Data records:
┌────────

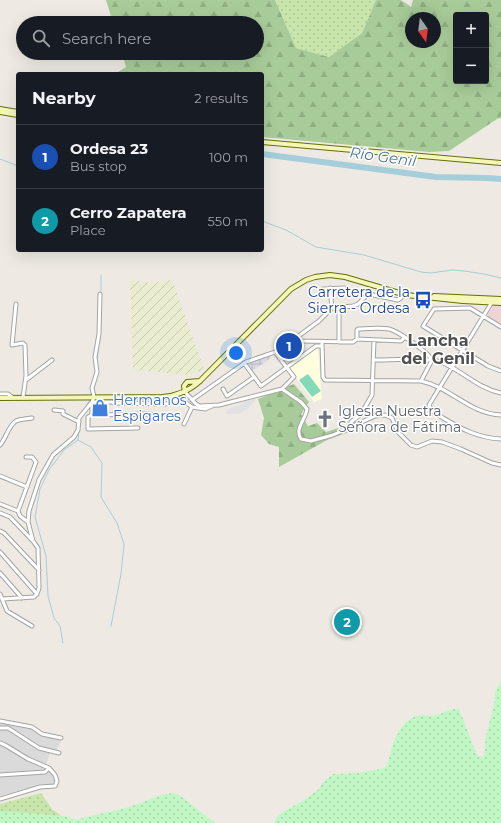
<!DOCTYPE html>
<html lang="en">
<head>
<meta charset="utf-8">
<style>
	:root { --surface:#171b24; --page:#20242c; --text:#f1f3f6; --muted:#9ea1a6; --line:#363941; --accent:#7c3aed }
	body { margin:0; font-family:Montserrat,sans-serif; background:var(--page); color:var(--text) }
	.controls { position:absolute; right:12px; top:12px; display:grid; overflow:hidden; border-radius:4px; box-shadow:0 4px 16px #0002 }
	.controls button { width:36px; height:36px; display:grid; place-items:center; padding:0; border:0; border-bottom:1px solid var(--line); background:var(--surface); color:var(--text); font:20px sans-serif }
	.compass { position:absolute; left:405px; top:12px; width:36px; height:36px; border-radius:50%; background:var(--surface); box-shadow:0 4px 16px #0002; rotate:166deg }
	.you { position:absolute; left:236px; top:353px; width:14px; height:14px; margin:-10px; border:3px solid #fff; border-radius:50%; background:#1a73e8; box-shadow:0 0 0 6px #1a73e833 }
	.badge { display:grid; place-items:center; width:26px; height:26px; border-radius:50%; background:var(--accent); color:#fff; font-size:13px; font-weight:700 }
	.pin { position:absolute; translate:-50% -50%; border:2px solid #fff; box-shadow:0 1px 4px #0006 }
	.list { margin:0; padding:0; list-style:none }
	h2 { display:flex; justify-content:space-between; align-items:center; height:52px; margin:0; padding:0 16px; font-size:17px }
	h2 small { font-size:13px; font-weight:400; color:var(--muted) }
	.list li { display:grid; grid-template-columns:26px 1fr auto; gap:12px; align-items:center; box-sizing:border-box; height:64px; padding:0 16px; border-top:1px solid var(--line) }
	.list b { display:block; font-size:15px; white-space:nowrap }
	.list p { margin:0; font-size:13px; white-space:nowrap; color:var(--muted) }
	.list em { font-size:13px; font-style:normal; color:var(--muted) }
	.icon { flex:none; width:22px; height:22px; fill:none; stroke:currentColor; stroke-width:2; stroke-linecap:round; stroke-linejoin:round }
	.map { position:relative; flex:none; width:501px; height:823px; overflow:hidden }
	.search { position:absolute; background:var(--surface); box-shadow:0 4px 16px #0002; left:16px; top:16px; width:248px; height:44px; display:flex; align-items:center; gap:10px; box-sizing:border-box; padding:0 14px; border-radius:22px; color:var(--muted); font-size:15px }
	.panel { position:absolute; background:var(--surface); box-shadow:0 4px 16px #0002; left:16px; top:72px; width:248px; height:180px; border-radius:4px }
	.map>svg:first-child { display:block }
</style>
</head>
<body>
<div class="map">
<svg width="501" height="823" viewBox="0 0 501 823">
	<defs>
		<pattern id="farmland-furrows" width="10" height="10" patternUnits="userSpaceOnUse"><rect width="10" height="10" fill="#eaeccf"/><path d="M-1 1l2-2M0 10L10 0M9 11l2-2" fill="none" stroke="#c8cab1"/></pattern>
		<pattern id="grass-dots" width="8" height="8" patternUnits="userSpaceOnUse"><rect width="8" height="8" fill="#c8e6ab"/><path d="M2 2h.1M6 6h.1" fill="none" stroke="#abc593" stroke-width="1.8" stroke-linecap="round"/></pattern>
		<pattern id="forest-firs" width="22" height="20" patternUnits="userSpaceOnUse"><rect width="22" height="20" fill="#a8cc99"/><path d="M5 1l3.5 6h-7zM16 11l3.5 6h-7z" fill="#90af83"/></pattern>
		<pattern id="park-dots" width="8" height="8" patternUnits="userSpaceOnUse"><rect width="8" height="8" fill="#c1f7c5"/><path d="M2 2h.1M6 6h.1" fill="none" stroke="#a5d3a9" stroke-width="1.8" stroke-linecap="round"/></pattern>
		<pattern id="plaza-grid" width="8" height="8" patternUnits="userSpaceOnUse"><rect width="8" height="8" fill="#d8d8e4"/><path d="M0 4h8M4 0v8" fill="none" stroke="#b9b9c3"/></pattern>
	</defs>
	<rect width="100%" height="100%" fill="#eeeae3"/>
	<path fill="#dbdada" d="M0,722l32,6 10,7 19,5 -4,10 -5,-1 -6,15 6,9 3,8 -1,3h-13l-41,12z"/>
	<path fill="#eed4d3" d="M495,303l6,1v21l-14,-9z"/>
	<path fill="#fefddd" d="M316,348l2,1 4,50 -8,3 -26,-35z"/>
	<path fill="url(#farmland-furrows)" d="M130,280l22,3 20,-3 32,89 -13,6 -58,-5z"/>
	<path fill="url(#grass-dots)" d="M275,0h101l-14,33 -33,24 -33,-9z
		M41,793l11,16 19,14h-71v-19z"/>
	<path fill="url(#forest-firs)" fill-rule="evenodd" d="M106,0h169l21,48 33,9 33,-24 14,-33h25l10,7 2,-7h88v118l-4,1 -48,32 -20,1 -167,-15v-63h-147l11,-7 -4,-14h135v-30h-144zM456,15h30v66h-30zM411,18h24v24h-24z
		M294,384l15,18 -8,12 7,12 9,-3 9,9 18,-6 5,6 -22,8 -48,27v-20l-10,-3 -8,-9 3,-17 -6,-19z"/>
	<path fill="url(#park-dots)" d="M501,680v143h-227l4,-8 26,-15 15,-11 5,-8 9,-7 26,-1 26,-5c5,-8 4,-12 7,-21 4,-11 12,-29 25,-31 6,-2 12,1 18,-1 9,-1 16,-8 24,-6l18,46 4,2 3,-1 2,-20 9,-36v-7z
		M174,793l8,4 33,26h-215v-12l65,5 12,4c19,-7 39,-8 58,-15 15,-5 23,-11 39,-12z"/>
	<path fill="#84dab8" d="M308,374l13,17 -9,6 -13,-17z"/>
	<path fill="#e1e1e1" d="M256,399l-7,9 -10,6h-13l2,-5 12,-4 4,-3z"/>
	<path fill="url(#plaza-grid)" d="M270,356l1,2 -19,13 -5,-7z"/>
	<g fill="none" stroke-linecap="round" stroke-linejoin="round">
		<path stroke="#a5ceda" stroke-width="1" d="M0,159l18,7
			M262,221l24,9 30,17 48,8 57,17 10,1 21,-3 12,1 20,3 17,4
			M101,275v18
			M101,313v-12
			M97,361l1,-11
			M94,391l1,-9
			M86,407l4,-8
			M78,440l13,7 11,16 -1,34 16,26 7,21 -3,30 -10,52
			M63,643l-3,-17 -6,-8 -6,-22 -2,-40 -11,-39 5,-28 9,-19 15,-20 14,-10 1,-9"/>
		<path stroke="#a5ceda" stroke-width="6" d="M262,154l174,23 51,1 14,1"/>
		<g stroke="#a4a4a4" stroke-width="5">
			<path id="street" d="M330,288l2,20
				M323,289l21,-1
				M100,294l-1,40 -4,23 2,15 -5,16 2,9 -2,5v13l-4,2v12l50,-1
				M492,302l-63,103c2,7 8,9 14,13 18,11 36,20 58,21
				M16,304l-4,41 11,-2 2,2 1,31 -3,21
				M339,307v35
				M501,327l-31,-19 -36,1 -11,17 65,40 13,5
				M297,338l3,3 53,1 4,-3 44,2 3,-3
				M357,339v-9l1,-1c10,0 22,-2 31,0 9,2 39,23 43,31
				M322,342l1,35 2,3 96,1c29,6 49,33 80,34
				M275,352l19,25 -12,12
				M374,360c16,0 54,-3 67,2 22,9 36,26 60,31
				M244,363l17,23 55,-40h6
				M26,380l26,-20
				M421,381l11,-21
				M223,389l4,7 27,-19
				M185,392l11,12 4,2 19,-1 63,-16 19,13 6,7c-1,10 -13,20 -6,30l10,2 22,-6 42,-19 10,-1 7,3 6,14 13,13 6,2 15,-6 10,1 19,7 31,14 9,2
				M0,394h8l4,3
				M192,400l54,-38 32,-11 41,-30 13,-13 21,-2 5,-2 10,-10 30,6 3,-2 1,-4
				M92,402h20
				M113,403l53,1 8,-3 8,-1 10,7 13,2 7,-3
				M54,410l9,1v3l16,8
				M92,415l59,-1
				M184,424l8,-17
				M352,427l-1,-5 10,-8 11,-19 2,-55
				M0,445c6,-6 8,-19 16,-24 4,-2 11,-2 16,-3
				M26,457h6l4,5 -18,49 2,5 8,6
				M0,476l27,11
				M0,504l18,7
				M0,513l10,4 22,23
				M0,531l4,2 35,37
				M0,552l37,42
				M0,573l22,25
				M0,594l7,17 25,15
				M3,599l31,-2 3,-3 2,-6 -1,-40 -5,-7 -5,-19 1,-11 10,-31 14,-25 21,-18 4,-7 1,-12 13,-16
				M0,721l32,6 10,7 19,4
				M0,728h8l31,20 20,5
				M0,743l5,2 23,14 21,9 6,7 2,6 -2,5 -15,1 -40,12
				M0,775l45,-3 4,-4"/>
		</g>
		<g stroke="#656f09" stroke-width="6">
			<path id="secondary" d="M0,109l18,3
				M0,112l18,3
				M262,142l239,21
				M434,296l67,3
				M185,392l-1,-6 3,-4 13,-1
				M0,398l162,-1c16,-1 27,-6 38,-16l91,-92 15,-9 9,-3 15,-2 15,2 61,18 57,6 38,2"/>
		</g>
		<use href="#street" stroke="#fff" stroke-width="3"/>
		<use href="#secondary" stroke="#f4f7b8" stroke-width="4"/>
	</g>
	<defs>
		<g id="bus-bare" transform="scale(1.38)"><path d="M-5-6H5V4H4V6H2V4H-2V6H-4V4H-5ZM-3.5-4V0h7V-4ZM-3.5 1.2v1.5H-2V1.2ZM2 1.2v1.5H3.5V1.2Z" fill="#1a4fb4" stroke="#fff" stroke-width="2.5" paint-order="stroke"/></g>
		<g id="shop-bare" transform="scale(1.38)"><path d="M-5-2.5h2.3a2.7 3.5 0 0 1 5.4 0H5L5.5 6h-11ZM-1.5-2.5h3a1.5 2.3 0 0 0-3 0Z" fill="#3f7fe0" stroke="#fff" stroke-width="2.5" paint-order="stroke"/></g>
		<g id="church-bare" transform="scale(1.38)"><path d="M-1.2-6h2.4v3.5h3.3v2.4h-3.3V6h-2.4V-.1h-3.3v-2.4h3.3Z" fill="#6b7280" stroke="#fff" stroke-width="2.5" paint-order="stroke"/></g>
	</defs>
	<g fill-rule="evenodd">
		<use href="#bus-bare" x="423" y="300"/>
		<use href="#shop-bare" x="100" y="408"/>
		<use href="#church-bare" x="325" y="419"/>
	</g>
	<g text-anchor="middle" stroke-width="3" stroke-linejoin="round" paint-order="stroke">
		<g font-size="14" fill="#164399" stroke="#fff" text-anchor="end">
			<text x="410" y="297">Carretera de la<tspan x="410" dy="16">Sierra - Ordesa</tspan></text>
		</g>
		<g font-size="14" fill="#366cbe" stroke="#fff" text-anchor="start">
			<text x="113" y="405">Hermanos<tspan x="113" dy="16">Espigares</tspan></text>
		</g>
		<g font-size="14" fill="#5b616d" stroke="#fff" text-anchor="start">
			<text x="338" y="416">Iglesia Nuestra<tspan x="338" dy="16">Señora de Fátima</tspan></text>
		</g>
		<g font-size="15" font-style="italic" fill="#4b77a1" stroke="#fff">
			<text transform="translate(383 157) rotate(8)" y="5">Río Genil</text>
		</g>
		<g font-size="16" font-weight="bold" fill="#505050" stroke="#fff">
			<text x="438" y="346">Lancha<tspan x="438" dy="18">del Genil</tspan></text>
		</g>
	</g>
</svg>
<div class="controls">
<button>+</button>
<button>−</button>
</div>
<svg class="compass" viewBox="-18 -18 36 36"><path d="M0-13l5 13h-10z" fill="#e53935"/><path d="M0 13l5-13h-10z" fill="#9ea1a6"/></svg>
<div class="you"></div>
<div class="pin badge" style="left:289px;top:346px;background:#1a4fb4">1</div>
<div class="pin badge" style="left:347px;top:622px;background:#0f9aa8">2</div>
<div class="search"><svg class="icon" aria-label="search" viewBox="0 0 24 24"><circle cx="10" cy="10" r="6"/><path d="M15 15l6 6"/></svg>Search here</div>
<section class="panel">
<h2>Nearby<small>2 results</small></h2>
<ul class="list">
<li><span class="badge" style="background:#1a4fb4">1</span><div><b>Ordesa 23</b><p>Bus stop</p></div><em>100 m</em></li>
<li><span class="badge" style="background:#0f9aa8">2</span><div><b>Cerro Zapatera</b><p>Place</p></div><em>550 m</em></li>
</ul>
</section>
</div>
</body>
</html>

└────────

# [TO DO]
Give back exactly the lines from the top of the records to the line containing "font-size:13px; font-style:normal; color:var(--muted)", both included, and no pictures.

# [EXPECTED ANSWER]
<!DOCTYPE html>
<html lang="en">
<head>
<meta charset="utf-8">
<style>
	:root { --surface:#171b24; --page:#20242c; --text:#f1f3f6; --muted:#9ea1a6; --line:#363941; --accent:#7c3aed }
	body { margin:0; font-family:Montserrat,sans-serif; background:var(--page); color:var(--text) }
	.controls { position:absolute; right:12px; top:12px; display:grid; overflow:hidden; border-radius:4px; box-shadow:0 4px 16px #0002 }
	.controls button { width:36px; height:36px; display:grid; place-items:center; padding:0; border:0; border-bottom:1px solid var(--line); background:var(--surface); color:var(--text); font:20px sans-serif }
	.compass { position:absolute; left:405px; top:12px; width:36px; height:36px; border-radius:50%; background:var(--surface); box-shadow:0 4px 16px #0002; rotate:166deg }
	.you { position:absolute; left:236px; top:353px; width:14px; height:14px; margin:-10px; border:3px solid #fff; border-radius:50%; background:#1a73e8; box-shadow:0 0 0 6px #1a73e833 }
	.badge { display:grid; place-items:center; width:26px; height:26px; border-radius:50%; background:var(--accent); color:#fff; font-size:13px; font-weight:700 }
	.pin { position:absolute; translate:-50% -50%; border:2px solid #fff; box-shadow:0 1px 4px #0006 }
	.list { margin:0; padding:0; list-style:none }
	h2 { display:flex; justify-content:space-between; align-items:center; height:52px; margin:0; padding:0 16px; font-size:17px }
	h2 small { font-size:13px; font-weight:400; color:var(--muted) }
	.list li { display:grid; grid-template-columns:26px 1fr auto; gap:12px; align-items:center; box-sizing:border-box; height:64px; padding:0 16px; border-top:1px solid var(--line) }
	.list b { display:block; font-size:15px; white-space:nowrap }
	.list p { margin:0; font-size:13px; white-space:nowrap; color:var(--muted) }
	.list em { font-size:13px; font-style:normal; color:var(--muted) }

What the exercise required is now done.